Rz. 11
Für das Steuerstrafverfahren gelten die Bestimmungen des Verwaltungsverfahrens in Steuersachen nicht, sodass für den 3. Abschnitt des 8. Teils der AO der Begriff der Finanzbehörde neu zu definieren war.
Finanzbehörde i. d. S. sind nach § 386 Abs. 1 S. 2 AO nur:
- das Hauptzollamt,
- das FA,
- das BZSt,
- die Familienkasse.
Die Steuerfahndungsdienststellen bzw. die Behörden des Zollfahndungsdienstes sind nicht Finanzbehörde i. d. S.; deren strafrechtliche Ermittlungsbefugnis wird durch § 404 AO begründet.
Die in § 386 Abs. 1 S. 2 AO genannten Finanzbehörden haben die strafrechtliche Ermittlungskompetenz insoweit, als ihnen die Verwaltung einer Steuer obliegt. Innerhalb der genannten Finanzbehörden sind die strafrechtlichen Aufgaben zumeist gesonderten Arbeitsgebieten, z. B. den Strafsachenstellen, zugewiesen, die aber organisationsrechtlich keine eigenständige Rechtsstellung haben.
Rz. 12
Die übrigen in § 6 AO aufgezählten Finanzbehörden haben keine straf- oder strafverfahrensrechtlichen Ermittlungs- und Abschlussbefugnisse. Die den Hauptzollämtern und FÄ vorgesetzten Finanzbehörden haben, abgesehen von der Zuständigkeitsbestimmung nach § 390 Abs. 2 S. 2 AO, aber grundsätzlich ihre allgemeinen Aufsichts- bzw. Organisationsbefugnisse. Sie sind zudem befugt, generelle Weisungen zu erteilen.

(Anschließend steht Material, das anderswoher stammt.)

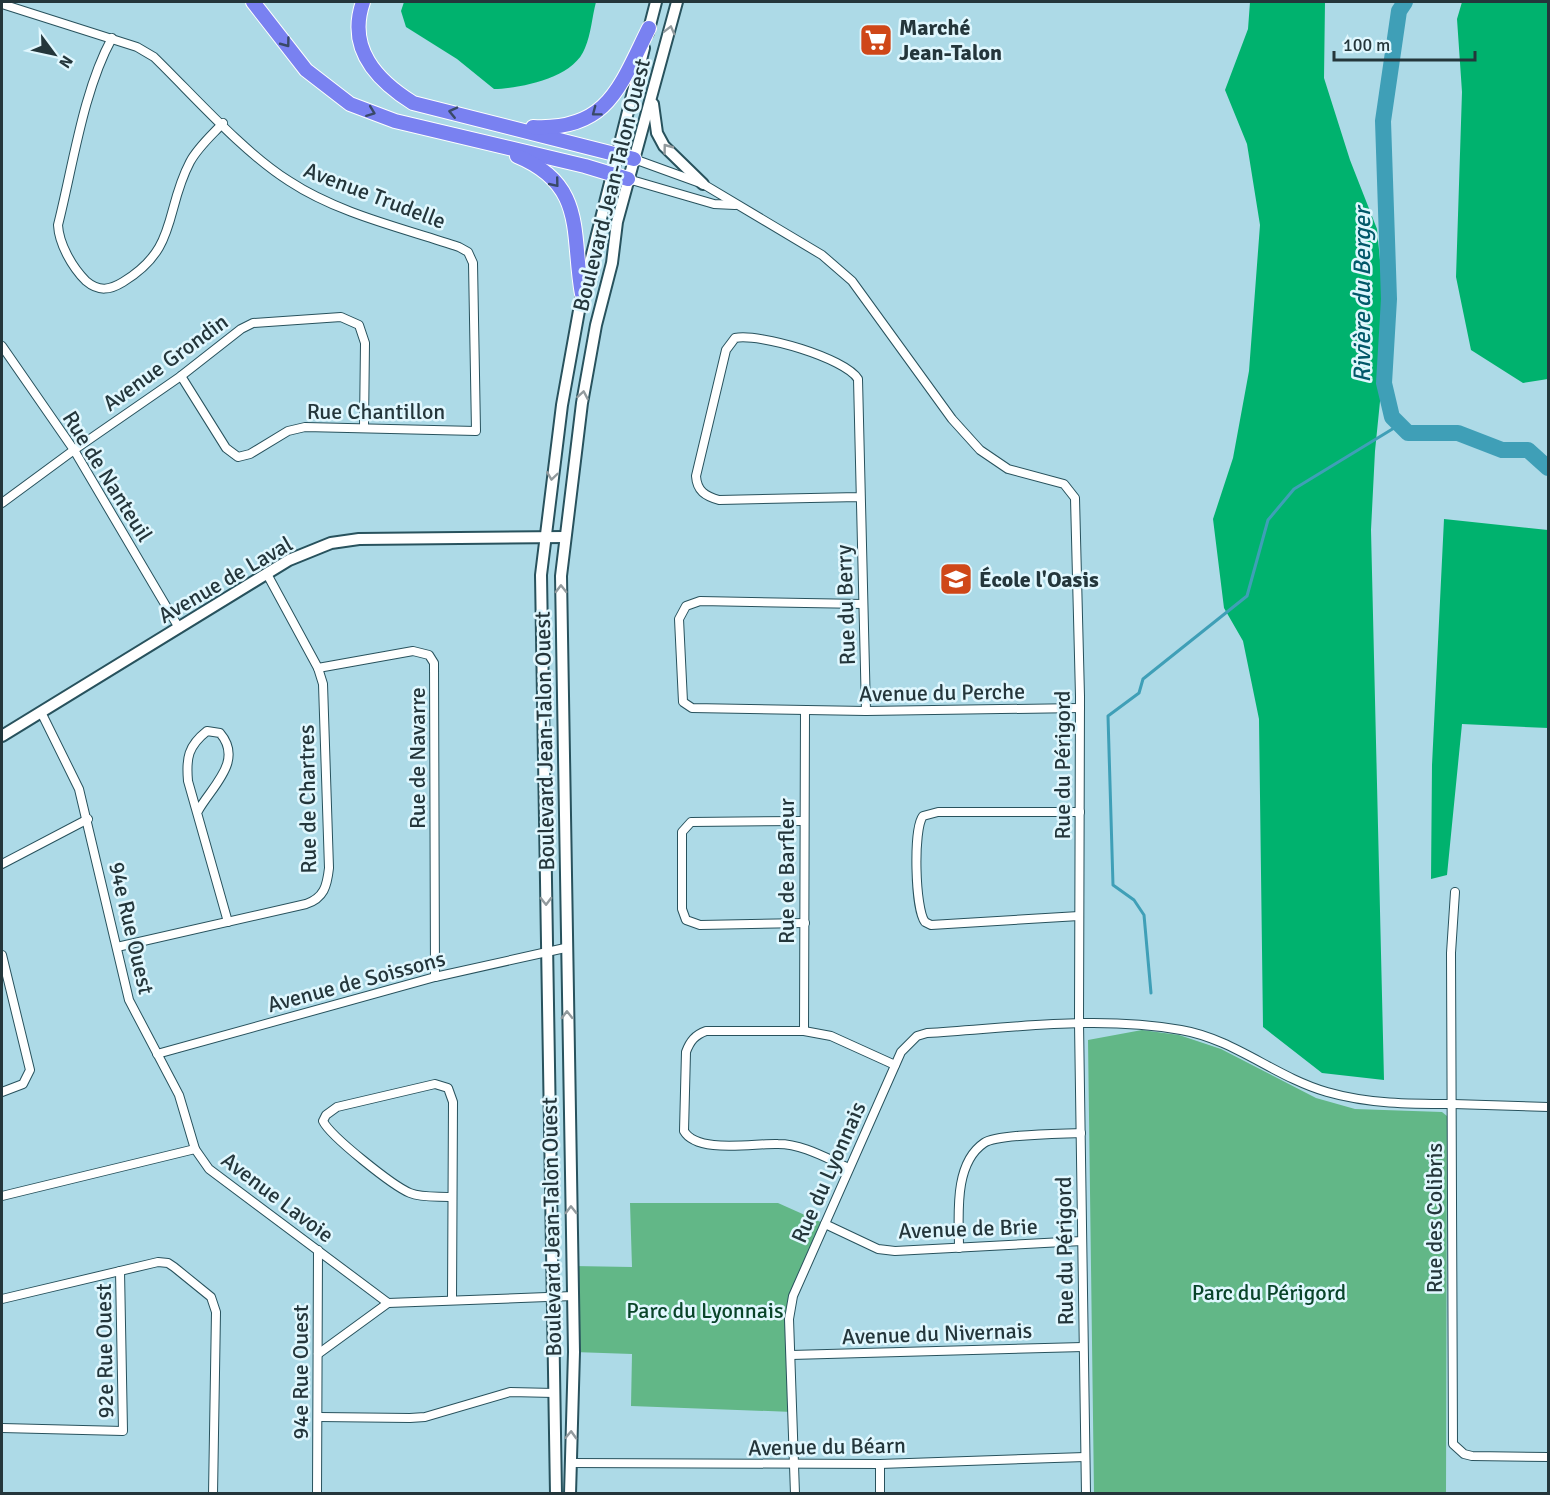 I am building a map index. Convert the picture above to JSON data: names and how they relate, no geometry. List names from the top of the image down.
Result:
{
  "streets": {
    "street": [
      "Boulevard Jean-Talon Ouest",
      "Avenue Trudelle",
      "Avenue Grondin",
      "Rue Chantillon",
      "Rue de Nanteuil",
      "Avenue de Laval",
      "Rue du Berry",
      "Avenue du Perche",
      "Rue de Navarre",
      "Rue du Périgord",
      "Rue de Chartres",
      "Rue de Barfleur",
      "94e Rue Ouest",
      "Avenue de Soissons",
      "Rue du Lyonnais",
      "Avenue Lavoie",
      "Rue des Colibris",
      "Avenue de Brie",
      "Avenue du Nivernais",
      "92e Rue Ouest",
      "Avenue du Béarn"
    ]
  },
  "crossings": [
    ["Boulevard Jean-Talon Ouest", "Avenue de Laval"],
    ["Boulevard Jean-Talon Ouest", "Rue du Périgord"],
    ["Boulevard Jean-Talon Ouest", "Avenue de Soissons"],
    ["Boulevard Jean-Talon Ouest", "Avenue du Béarn"],
    ["Avenue Trudelle", "Rue Chantillon"],
    ["Avenue Grondin", "Rue Chantillon"],
    ["Avenue Grondin", "Rue de Nanteuil"],
    ["Rue de Nanteuil", "Avenue de Laval"],
    ["Avenue de Laval", "Rue de Chartres"],
    ["Avenue de Laval", "94e Rue Ouest"],
    ["Rue du Berry", "Avenue du Perche"],
    ["Avenue du Perche", "Rue du Périgord"],
    ["Avenue du Perche", "Rue de Barfleur"],
    ["Rue de Navarre", "Rue de Chartres"],
    ["Rue de Navarre", "Avenue de Soissons"],
    ["Rue du Périgord", "Rue du Lyonnais"],
    ["Rue du Périgord", "Avenue de Brie"],
    ["Rue du Périgord", "Avenue du Nivernais"],
    ["Rue du Périgord", "Avenue du Béarn"],
    ["Rue de Chartres", "94e Rue Ouest"],
    ["94e Rue Ouest", "Avenue de Soissons"],
    ["94e Rue Ouest", "Avenue Lavoie"],
    ["Rue du Lyonnais", "Rue des Colibris"],
    ["Rue du Lyonnais", "Avenue de Brie"],
    ["Rue du Lyonnais", "Avenue du Nivernais"],
    ["Rue du Lyonnais", "Avenue du Béarn"]
  ],
  "water": ["Rivière du Berger"],
  "parks": ["Parc du Périgord", "Parc du Lyonnais"],
  "places": {
    "supermarket": ["Marché Jean-Talon"],
    "school or university": ["École l'Oasis"]
  },
  "scale_bar": "100 m",
  "north": "bottom right"
} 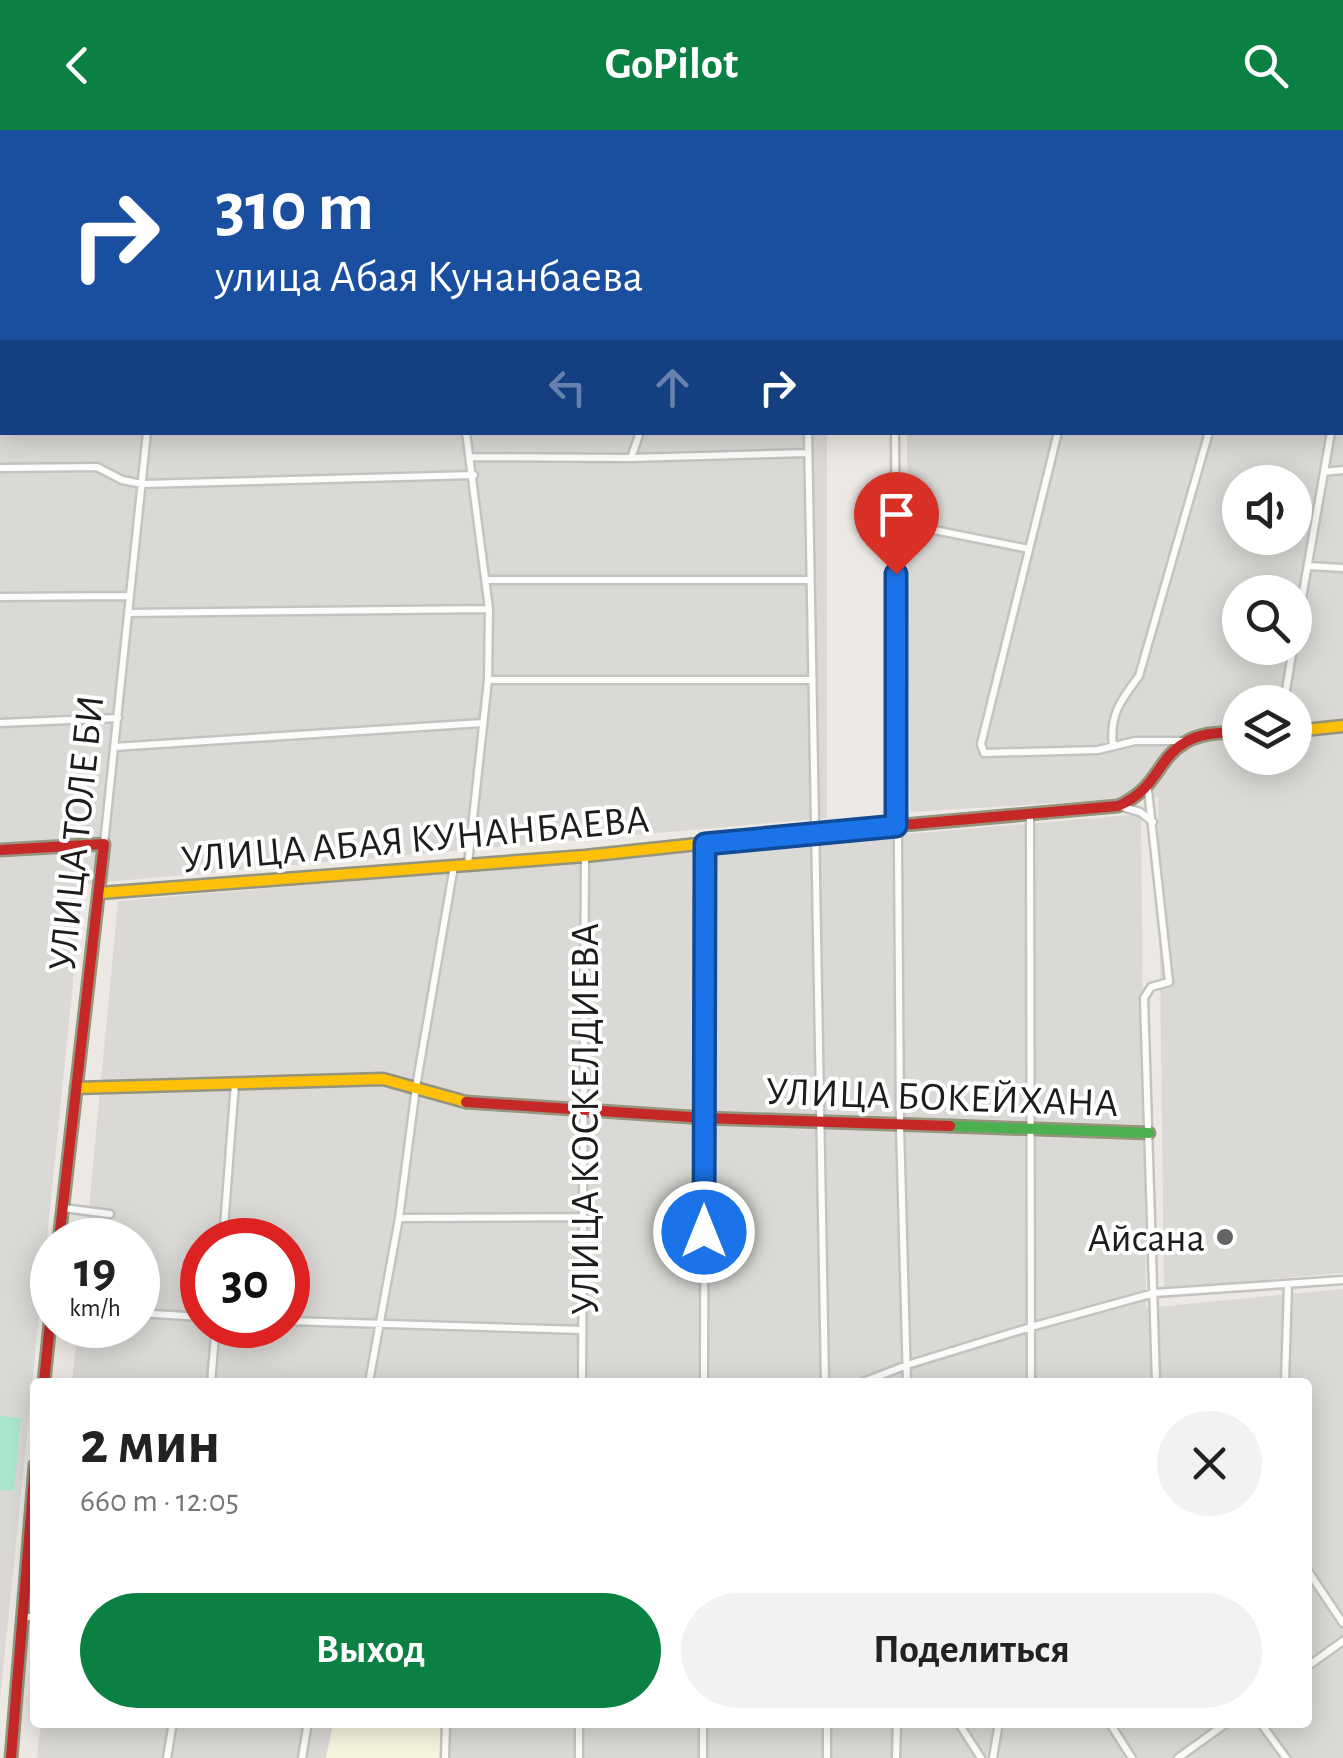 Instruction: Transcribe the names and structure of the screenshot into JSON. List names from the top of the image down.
{
  "streets": {
    "street": [
      "УЛИЦА ТОЛЕ БИ",
      "УЛИЦА АБАЯ КУНАНБАЕВА",
      "УЛИЦА БОКЕЙХАНА",
      "УЛИЦА КОСКЕЛДИЕВА"
    ]
  },
  "crossings": [
    ["УЛИЦА ТОЛЕ БИ", "УЛИЦА АБАЯ КУНАНБАЕВА"],
    ["УЛИЦА ТОЛЕ БИ", "УЛИЦА БОКЕЙХАНА"],
    ["УЛИЦА АБАЯ КУНАНБАЕВА", "УЛИЦА КОСКЕЛДИЕВА"],
    ["УЛИЦА БОКЕЙХАНА", "УЛИЦА КОСКЕЛДИЕВА"]
  ],
  "places": ["Айсана"],
  "page": {
    "header": "GoPilot",
    "turn": ["310 m", "улица Абая Кунанбаева"],
    "speed": "19 km/h",
    "limit": "30",
    "heading": ["2 мин", "660 m · 12:05"],
    "buttons": ["Выход", "Поделиться"]
  }
}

Die fachliche Dienstaufsicht ist inhaltlich durch das Legalitätsprinzip eingeschränkt. Für die fachliche Weisung im Einzelfall gelten die gleichen Regelungen wie für die Dienstaufsicht über die Staatsanwaltschaft. Die Befugnisse des ersten Beamten der Staatsanwaltschaft i. S. v. § 145 Abs. 1 GVG stehen dem Leiter der jeweiligen Finanzbehörde zu, nicht aber den vorgesetzten Behörden. Zudem ist zu berücksichtigen, dass die vorgesetzten Behörden keine Finanzbehörde i. S. d. § 386 Abs. 2 AO sind und damit nicht über den Umweg der Einzelweisung faktisch zur Ermittlungsbehörde werden dürfen. Daher hat die vorgesetzte Behörde nicht die Devolutions- und Substitutionsrechte des § 145 GVG.
Rz. 12a
Die Zuständigkeit für ein Bußgeld- oder Strafverfahren wegen der unberechtigten Erlangung von Altersvorsorgezulagen nach §§ 79ff. EStG liegt ebenfalls bei der Finanzbehörde. Zwar sind gem. § 96 Abs. 7 EStG die materiellen und formellen Vorschriften des achten Teils der AO überwiegend anwendbar. Daraus wird vereinzelt geschlussfolgert, die strafrechtliche Verfolgungskompetenz liege bei der Zentralen Zulagenstelle für Altersvermögen. Allerdings handelt es sich bei dieser Stelle nicht um eine Finanzbehörde i. S. d. § 386 Abs. 1 S. 2 AO, sodass die Zuständigkeit für entsprechende Strafverfahren bei der Finanzbehörde, also dem FA, verbleibt.
Rz. 13
Die funktionelle Zuständigkeit der Finanzbehörde im strafrechtlichen Ermittlungsverfahren setzt nach § 386 Abs. 1 S. 1 AO den Verdacht einer Steuerstraftat voraus.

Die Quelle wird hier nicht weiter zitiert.